- **Dataset records**
»»

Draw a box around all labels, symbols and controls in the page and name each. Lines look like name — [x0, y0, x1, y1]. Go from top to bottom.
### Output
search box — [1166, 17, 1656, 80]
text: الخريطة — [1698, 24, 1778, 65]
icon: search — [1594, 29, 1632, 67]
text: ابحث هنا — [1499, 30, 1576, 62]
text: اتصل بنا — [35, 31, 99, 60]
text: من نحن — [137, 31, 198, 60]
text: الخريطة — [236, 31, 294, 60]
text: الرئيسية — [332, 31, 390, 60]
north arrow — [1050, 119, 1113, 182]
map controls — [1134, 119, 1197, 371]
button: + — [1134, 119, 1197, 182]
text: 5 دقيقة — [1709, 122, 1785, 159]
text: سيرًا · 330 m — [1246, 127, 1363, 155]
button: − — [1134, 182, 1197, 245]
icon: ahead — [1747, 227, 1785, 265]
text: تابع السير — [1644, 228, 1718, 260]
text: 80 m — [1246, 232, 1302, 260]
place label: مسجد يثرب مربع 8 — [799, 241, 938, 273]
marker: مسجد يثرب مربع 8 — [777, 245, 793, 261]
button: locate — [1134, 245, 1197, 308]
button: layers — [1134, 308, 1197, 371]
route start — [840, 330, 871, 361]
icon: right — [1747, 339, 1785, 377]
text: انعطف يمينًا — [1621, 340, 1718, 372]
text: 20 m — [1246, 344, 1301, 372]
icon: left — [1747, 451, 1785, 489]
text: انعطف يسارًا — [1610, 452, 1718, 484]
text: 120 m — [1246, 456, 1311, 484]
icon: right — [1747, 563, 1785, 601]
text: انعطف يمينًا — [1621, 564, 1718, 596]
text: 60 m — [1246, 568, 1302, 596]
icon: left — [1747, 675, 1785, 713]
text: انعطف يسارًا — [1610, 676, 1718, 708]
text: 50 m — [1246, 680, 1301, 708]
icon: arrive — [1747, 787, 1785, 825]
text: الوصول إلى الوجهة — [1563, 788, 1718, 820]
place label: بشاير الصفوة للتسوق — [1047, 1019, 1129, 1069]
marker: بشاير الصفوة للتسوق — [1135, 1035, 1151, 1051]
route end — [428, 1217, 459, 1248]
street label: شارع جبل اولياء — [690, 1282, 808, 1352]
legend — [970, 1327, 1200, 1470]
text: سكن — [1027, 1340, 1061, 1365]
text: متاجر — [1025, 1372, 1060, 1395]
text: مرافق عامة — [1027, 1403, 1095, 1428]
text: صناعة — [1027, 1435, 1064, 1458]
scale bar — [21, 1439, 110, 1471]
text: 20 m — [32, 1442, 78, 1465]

««

- **Problem requirements**
Each line from the material above that mentions the word "الصفوة" needs to be copied.

- **Exercise answer**
place label: بشاير الصفوة للتسوق — [1047, 1019, 1129, 1069]
marker: بشاير الصفوة للتسوق — [1135, 1035, 1151, 1051]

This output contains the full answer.